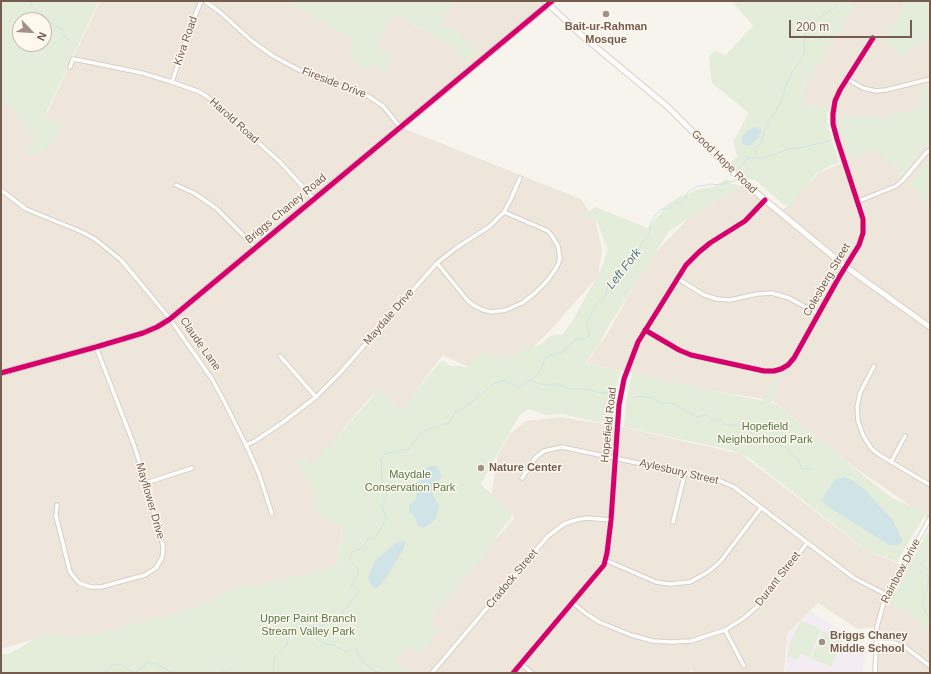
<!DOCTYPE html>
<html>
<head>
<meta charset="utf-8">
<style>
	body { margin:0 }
	#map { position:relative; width:931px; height:674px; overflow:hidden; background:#f7f3ed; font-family:Helvetica,sans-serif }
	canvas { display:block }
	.frame { position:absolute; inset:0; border:2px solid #745c4e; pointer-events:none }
	.north { position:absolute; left:12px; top:12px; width:40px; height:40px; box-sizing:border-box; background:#fef8ef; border:1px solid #c7baaf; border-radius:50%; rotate:115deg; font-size:11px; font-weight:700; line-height:16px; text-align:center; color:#745c4e }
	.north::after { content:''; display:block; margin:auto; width:14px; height:18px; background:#a29186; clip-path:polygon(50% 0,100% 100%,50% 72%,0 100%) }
	.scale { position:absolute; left:789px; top:20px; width:123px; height:18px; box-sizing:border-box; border:2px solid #745c4e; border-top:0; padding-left:5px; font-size:12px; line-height:14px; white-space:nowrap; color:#745c4e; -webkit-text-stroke:3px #fef8ef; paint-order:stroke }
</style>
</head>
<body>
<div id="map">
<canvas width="931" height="674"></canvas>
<div class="frame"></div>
<div class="north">N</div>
<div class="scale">200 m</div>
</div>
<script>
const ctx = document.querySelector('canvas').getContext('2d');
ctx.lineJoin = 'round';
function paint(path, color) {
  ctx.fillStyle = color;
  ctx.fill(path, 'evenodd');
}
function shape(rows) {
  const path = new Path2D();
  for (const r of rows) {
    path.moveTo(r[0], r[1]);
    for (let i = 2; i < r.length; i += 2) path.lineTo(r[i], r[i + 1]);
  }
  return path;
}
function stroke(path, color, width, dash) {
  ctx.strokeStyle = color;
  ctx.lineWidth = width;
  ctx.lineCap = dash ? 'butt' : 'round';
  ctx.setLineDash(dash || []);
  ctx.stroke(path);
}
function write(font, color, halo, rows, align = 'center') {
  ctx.font = font + ' Helvetica,sans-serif';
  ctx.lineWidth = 3;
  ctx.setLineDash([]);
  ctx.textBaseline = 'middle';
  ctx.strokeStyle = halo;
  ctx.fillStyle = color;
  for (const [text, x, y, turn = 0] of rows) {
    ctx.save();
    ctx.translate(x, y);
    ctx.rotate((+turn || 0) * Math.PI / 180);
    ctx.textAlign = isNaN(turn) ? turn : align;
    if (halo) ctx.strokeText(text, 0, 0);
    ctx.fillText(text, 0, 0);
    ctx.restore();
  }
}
const residential = shape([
	[100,1,290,1,394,14,432,35,454,1,545,1,548,4,400,127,581,199,596,222,602,250,598,276,548,333,525,355,488,372,466,366,443,355,401,410,373,394,340,433,320,474,342,526,336,565,312,576,138,629,55,640,31,640,1,649,1,101,45,117],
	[852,1,904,1,901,56,930,36,929,519,846,461,773,401,699,388,586,363,608,333,649,259,688,219,742,185,765,200,780,213,819,173,840,164,829,109,802,105,805,84],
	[559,417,617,426,741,454,864,549,903,566,887,595,930,626,930,673,875,673,877,627,858,629,818,603,787,634,784,673,695,673,691,670,688,673,405,673,394,660,400,649,515,517,491,497,498,455,510,434,526,421]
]);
const education = shape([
	[811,611,869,649,861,673,786,673,787,635]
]);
const green = shape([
	[1,1,99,1,44,117,61,123,59,136,43,151,25,154,35,139,11,107,1,103],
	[20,20,44,20,44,44,20,44],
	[287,1,454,1,440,23,461,35,474,50,480,51,463,65,463,59,452,46,394,14,376,47,395,57,384,76,375,64,366,68,349,58,351,38],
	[732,1,853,1,851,4,854,7,826,52,827,56,820,62,805,84,802,105,828,108,827,122,839,163,829,166,816,174,789,207,786,204,784,205,755,180,745,179,729,164,737,156,733,142,749,113,712,83,709,56,715,50,725,56,753,26],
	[904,1,930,1,930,36,901,57,884,37,903,9],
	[930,86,930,142,915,156,903,176,876,150,851,158,844,140,839,115,882,117,923,108,919,88,921,88],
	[930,157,930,204,928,204,910,183],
	[727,179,732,184,736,184,739,187,669,231,610,324,598,346,585,363,621,371,615,394,612,425,562,414,546,415,528,409,519,416,481,484,513,515,499,533,486,555,430,619,438,631,420,654,408,646,395,660,411,673,1,673,1,655,11,653,42,635,58,634,66,637,98,634,198,607,219,597,241,584,251,586,303,575,336,565,342,526,320,515,314,505,316,494,296,461,305,457,313,464,376,393,374,391,377,388,401,409,442,360,450,366,461,366,467,368,481,352,505,358,541,344,550,336,563,334,572,322,603,265,608,248,602,235,597,221,585,216,595,207,648,228,663,210,664,207,681,196,687,195,695,190,714,187],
	[632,373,762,401,775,378,780,376,771,403,776,404,823,442,841,453,839,456,892,498,926,513,897,562,866,550,748,457,731,450,624,427,626,401],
	[930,528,930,631,902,609,888,605,890,594],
	[801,620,821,630,809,657,801,653,797,660,787,656,790,649,788,647],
	[823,631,843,640,831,667,811,658]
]);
const water = shape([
	[755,127,761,130,759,137,749,146,742,144,742,137,748,130],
	[430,466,435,466,440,471,441,476,434,490,433,496,439,506,436,519,424,528,418,526,415,517,409,511,409,505,416,499,417,482,422,479,425,469],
	[845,477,853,481,863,488,892,519,903,541,901,544,897,545,889,545,827,506,822,501,825,494,836,479],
	[406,541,404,548,386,578,377,588,372,587,368,577,375,561,395,543]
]);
const stream = shape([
	[29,1,43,20],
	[44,24,46,25,52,23,56,27,63,30,61,34,69,40],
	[753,159,756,155,754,147,761,144,765,129,776,111,792,72,805,53,804,36,807,27,827,13,839,3,839,1],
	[739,168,748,158,765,158,789,149,800,148,829,141],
	[530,381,544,385,555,384,571,389,586,389,596,392,608,393],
	[632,398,639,396,653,398,661,403,672,403,697,417,707,415,714,421,720,418,724,425,740,425,756,436,768,442,787,448,798,460,802,469,813,469],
	[916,559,930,572],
	[930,578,928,579,928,587,923,598,922,605,930,620],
	[316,625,318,632,317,639,325,644,333,645,347,652,354,649,358,650,358,657,374,671,384,673],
	[103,673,109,670,111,665,120,664,134,673,147,663,154,663,171,672,179,673],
	[220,673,222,670,228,671,229,673],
	[274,673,273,671,274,659,287,644,292,629,297,627,323,625,337,618,359,592,357,588,351,585,357,576,358,569,349,560,352,552,362,548,369,538,375,538,386,520,382,504,387,495,382,487,381,459,385,454,409,449,417,438,426,430,449,423,456,411,463,409,495,383,503,381,519,387,538,375,546,357,565,351,577,338,584,339,589,336,589,332,586,324,597,303,605,297,608,285,614,277,626,269,627,261,635,255,643,242,649,235,651,222,656,214,660,210,669,208,685,199,687,193,695,187,712,184,719,185,736,180]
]);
const street = shape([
	[205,1,221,13,252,41,273,56,299,70,323,81,352,89,368,96,383,106,400,127],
	[70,67,73,59,89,62,142,73,172,82,200,92,209,98,280,162,314,199],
	[847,79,863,88,876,91,886,90,930,79],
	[172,82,190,28,201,1],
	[176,185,194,193,216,208,256,248],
	[1,190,26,209,82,232,95,239,121,260,137,279,170,319,212,379,225,403,246,445,259,474,272,514],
	[859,201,896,186,903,180,926,153,930,150],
	[437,263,468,301,475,306,483,310,492,312,506,310,522,303,534,294,547,281,557,267,560,259,558,246,552,236,548,231,504,212],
	[677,278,704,295,717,299,730,300,757,294,772,293,789,298,818,314],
	[645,330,679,350,691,355,764,371,774,371,781,369,788,365,794,358,838,279,859,245,863,233,863,219,837,139,833,124,833,114,835,101,840,90,873,38],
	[280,356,316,397],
	[874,366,860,393,857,407,858,421,863,435,871,448,878,454,930,485],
	[246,445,255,441,282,423,316,397,339,374,437,263,456,248,490,226,504,212,510,201,520,178],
	[891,462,905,436],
	[522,478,536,457,544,451,562,447,718,480,734,487,854,578,887,595],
	[146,483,192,468],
	[57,505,56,516,70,572,79,583,91,587,101,587,145,575,156,568,162,558,163,552,163,546,146,483,134,445,96,347],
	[673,522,685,473],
	[605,560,656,582,670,584,690,582,708,572,720,562,761,508],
	[573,603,588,615,599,622,631,635,653,641,671,642,691,641,725,630,744,618,759,605,807,543],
	[725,630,744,666],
	[876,642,895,643,905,647,930,666],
	[521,664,532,673],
	[432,673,548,536,564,524,576,520,586,518,611,520],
	[513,673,604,565,607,553,611,520,619,405,624,379,638,342,686,265,699,252,710,243,745,221,765,200],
	[875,673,877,627,884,601,930,518]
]);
const secondary = shape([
	[545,1,579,33,668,107,738,177,765,200,846,267,930,327],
	[1,373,96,347,143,333,157,327,170,319,552,1]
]);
const cycleway = shape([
	[645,330,679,350,691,355,764,371,774,371,781,369,788,365,794,358,838,279,859,245,863,233,863,219,837,139,833,124,833,114,835,101,840,90,873,38],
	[1,373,96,347,143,333,157,327,170,319,552,1],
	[513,673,604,565,607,553,611,520,619,405,624,379,638,342,686,265,699,252,710,243,745,221,765,200]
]);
const markers = [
	[606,14,4,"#a29186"],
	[481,468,4,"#a29186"],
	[822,642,4,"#a29186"]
];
const poiNames = [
	["Bait-ur-Rahman",606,27,"center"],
	["Mosque",606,40,"center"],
	["Nature Center",489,468],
	["Briggs Chaney",830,636],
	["Middle School",830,649]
];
const streetNames = [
	["Kiva Road",186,41,-71],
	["Fireside Drive",334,83,21],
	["Harold Road",234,121,42],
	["Good Hope Road",724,162,44],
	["Briggs Chaney Road",286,209,-40],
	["Colesberg Street",827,280,-60],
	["Maydale Drive",389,317,-49],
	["Claude Lane",200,344,55],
	["Hopefield Road",609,425,-84],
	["Aylesbury Street",679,472,13],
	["Mayflower Drive",150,501,74],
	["Rainbow Drive",901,571,-62],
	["Cradock Street",512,579,-50],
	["Durant Street",778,579,-52]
];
const parkNames = [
	["Hopefield",765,427],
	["Neighborhood Park",765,440],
	["Maydale",410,475],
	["Conservation Park",410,488],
	["Upper Paint Branch",308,619],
	["Stream Valley Park",308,632]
];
const waterNames = [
	["Left Fork",624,269,-52]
];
paint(residential, '#efe6db');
paint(education, '#f4ecf3');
paint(green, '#e4edd9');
paint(water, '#d0e4e7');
stroke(stream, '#d0e4e7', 1);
stroke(street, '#d5cfc8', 5.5);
stroke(secondary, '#d5cfc8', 7);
stroke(street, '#fefdfc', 3.5);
stroke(secondary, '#fefdfc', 5);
stroke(cycleway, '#d6006c', 5);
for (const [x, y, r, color] of markers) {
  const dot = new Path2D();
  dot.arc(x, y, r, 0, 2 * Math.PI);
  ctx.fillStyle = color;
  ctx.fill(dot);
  stroke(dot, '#fef8ef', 1.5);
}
write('bold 11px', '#745c4e', '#fef8ef', poiNames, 'left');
write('11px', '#745c4e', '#fef8ef', streetNames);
write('11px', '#557847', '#fef8ef', parkNames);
write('italic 12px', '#46757f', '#fef8ef', waterNames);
</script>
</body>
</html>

**********

> Required work:
Return from the data every line that holds "canvas".

> Response for this exercise:
	canvas { display:block }
<canvas width="931" height="674"></canvas>
const ctx = document.querySelector('canvas').getContext('2d');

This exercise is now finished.